What Really Happens on a Kubernetes Node (Deep Dive): OverlayFS, containerd, Volumes, and the Hidden Mechanics
Most Kubernetes explanations stop at Pods and containers.
But the real story — the one that actually helps you debug, optimise, and reason about failures — happens inside the node.
This article goes beyond the basics and explains:
- OverlayFS (and why it matters in real scenarios)
- containerd internals (beyond “it runs containers”)
- Image storage and caching
- Writable layers and their limitations
- Volume mounting mechanics (bind mounts)
- The kubelet’s role in orchestrating everything
- Linux primitives: namespaces & cgroups
- Where performance and problems actually come from
🧠 The Real Execution Flow
When you create a Pod, Kubernetes does NOT “run a container”.

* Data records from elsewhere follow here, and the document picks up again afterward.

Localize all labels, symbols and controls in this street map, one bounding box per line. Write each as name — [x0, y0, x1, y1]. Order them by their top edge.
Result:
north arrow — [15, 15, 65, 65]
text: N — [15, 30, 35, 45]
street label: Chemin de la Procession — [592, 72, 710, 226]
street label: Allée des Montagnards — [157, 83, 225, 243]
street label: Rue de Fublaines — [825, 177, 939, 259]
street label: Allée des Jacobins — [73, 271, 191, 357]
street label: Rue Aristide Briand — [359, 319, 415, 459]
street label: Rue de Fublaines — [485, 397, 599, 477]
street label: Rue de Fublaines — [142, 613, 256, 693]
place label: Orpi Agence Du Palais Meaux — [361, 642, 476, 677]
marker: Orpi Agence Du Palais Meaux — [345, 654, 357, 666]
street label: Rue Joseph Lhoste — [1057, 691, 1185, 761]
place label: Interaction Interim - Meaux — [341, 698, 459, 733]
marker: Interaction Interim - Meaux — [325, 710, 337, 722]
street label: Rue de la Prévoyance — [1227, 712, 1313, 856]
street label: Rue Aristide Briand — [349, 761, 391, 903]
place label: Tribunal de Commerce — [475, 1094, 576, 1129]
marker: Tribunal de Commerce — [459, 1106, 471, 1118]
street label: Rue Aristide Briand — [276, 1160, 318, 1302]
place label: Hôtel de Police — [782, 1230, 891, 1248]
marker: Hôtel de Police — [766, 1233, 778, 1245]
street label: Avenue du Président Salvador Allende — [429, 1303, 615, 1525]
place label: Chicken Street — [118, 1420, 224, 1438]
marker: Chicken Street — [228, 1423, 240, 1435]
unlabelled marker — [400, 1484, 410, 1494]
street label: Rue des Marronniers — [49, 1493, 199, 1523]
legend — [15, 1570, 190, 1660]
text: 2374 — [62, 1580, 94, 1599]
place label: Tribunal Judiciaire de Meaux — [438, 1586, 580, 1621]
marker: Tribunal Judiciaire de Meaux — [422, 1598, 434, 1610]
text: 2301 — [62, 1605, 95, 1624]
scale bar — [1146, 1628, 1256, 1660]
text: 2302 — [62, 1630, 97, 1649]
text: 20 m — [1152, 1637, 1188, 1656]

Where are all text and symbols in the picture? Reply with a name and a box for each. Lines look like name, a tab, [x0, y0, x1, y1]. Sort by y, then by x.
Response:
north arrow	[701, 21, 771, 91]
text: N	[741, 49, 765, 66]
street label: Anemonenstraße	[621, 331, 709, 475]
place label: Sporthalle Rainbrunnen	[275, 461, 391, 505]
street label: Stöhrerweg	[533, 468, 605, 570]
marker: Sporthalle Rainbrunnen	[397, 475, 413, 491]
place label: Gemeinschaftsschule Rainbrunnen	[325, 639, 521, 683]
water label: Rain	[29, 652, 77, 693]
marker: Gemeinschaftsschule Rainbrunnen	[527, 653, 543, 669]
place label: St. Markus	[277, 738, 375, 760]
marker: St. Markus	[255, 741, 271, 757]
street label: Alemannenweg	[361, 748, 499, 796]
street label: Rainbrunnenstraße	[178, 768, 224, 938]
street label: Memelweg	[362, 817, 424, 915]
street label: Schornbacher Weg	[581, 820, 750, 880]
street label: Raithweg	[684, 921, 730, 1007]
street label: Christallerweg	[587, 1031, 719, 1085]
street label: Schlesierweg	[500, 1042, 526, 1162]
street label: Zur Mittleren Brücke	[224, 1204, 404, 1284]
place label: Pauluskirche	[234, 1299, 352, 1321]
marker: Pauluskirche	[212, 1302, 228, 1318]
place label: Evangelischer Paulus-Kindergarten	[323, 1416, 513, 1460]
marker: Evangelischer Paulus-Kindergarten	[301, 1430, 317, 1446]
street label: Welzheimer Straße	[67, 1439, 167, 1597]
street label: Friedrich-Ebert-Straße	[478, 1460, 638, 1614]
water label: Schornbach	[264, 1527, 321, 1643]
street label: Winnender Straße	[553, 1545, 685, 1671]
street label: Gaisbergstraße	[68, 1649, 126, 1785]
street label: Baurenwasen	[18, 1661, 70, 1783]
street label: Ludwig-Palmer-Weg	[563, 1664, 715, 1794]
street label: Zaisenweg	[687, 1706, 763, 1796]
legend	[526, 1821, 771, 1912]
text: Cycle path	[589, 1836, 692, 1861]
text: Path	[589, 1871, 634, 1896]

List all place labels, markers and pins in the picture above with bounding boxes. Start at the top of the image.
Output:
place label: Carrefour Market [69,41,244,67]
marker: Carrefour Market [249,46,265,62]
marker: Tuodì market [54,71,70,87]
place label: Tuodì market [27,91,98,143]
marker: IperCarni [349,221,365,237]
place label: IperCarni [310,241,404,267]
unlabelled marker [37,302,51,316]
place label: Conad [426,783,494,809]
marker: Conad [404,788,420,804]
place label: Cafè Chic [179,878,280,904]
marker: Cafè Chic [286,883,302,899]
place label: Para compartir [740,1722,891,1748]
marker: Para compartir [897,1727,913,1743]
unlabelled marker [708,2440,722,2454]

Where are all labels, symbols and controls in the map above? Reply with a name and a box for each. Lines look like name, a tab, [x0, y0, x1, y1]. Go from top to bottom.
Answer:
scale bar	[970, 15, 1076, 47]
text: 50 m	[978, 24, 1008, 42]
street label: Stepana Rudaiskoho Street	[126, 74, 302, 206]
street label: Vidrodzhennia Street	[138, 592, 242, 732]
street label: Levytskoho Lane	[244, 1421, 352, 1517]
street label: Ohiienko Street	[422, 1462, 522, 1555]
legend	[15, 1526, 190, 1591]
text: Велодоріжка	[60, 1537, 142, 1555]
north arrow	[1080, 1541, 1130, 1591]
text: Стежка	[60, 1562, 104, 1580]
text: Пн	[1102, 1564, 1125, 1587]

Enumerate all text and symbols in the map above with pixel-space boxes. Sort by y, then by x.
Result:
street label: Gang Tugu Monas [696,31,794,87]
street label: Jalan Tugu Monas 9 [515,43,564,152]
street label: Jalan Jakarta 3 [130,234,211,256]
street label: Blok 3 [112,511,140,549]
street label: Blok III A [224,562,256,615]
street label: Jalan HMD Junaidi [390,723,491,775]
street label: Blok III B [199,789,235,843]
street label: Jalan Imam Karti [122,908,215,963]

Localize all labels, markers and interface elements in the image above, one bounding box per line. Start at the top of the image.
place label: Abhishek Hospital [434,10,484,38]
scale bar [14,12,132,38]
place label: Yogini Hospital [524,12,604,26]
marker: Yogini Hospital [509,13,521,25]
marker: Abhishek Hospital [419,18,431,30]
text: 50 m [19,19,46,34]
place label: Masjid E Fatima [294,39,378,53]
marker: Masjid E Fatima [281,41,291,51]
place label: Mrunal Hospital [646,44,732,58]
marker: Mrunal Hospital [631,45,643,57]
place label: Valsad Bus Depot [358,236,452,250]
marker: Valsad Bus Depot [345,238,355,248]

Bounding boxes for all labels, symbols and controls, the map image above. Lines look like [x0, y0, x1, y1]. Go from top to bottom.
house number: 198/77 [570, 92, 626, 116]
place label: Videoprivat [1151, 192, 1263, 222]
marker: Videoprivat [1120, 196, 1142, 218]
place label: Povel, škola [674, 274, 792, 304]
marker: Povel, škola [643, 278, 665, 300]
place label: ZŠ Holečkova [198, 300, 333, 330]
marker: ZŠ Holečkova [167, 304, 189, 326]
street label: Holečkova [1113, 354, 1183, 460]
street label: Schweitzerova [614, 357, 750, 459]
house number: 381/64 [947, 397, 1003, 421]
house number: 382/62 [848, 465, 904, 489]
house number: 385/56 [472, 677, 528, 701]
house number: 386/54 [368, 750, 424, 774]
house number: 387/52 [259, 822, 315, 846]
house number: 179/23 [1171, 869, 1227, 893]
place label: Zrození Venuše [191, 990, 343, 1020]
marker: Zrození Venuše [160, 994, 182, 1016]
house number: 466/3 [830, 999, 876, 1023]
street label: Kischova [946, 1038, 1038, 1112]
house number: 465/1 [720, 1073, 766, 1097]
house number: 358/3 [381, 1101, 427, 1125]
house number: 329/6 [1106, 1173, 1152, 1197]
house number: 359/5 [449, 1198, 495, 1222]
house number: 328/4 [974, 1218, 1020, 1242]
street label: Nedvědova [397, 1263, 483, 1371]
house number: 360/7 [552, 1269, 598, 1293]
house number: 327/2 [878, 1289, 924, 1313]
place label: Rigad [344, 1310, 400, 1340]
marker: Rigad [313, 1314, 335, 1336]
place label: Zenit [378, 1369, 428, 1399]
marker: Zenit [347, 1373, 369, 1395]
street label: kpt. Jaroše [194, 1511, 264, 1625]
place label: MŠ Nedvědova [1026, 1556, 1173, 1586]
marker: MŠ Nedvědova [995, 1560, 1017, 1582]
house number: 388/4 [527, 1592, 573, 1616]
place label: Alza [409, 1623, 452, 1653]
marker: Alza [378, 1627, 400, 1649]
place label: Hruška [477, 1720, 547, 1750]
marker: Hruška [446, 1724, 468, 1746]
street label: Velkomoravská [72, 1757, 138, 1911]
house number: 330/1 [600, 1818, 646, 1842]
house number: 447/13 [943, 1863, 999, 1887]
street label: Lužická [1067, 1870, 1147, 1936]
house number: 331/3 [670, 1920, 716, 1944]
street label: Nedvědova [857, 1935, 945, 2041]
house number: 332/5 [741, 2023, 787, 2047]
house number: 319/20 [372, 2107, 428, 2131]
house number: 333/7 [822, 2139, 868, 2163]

It orchestrates Linux primitives:
Pod Spec
↓
kubelet (node agent)
↓
containerd (runtime)
↓
runc (low-level runtime)
↓
Linux kernel (namespaces, cgroups, mounts)
👉 Kubernetes is just the control plane — Linux does the real work.
⚙️ containerd Internals (What It Actually Does)
containerd is not a monolith — it has multiple components:
- Image store → keeps image layers
- Snapshotter → builds filesystem layers (OverlayFS)
- Runtime (runc) → actually starts processes
- Content store → manages blobs (layers)
📍 Important paths:
/var/lib/containerd/io.containerd.content.v1.content/
/var/lib/containerd/io.containerd.snapshotter.v1.overlayfs/
🧠 Key Insight
containerd does NOT “run containers” directly — it prepares everything and delegates execution to
runc.
📦 Image Pulling & Layer Reuse
When Kubernetes pulls an image:
- It downloads layers (if not cached)
- Stores them as blobs
- Reuses layers across containers
👉 Example:
Two Pods using python:3.9:
- base layers downloaded once
- reused everywhere
⚠️ Performance Insight
Slow image pulls?
- Not network — often layer unpacking (I/O bound)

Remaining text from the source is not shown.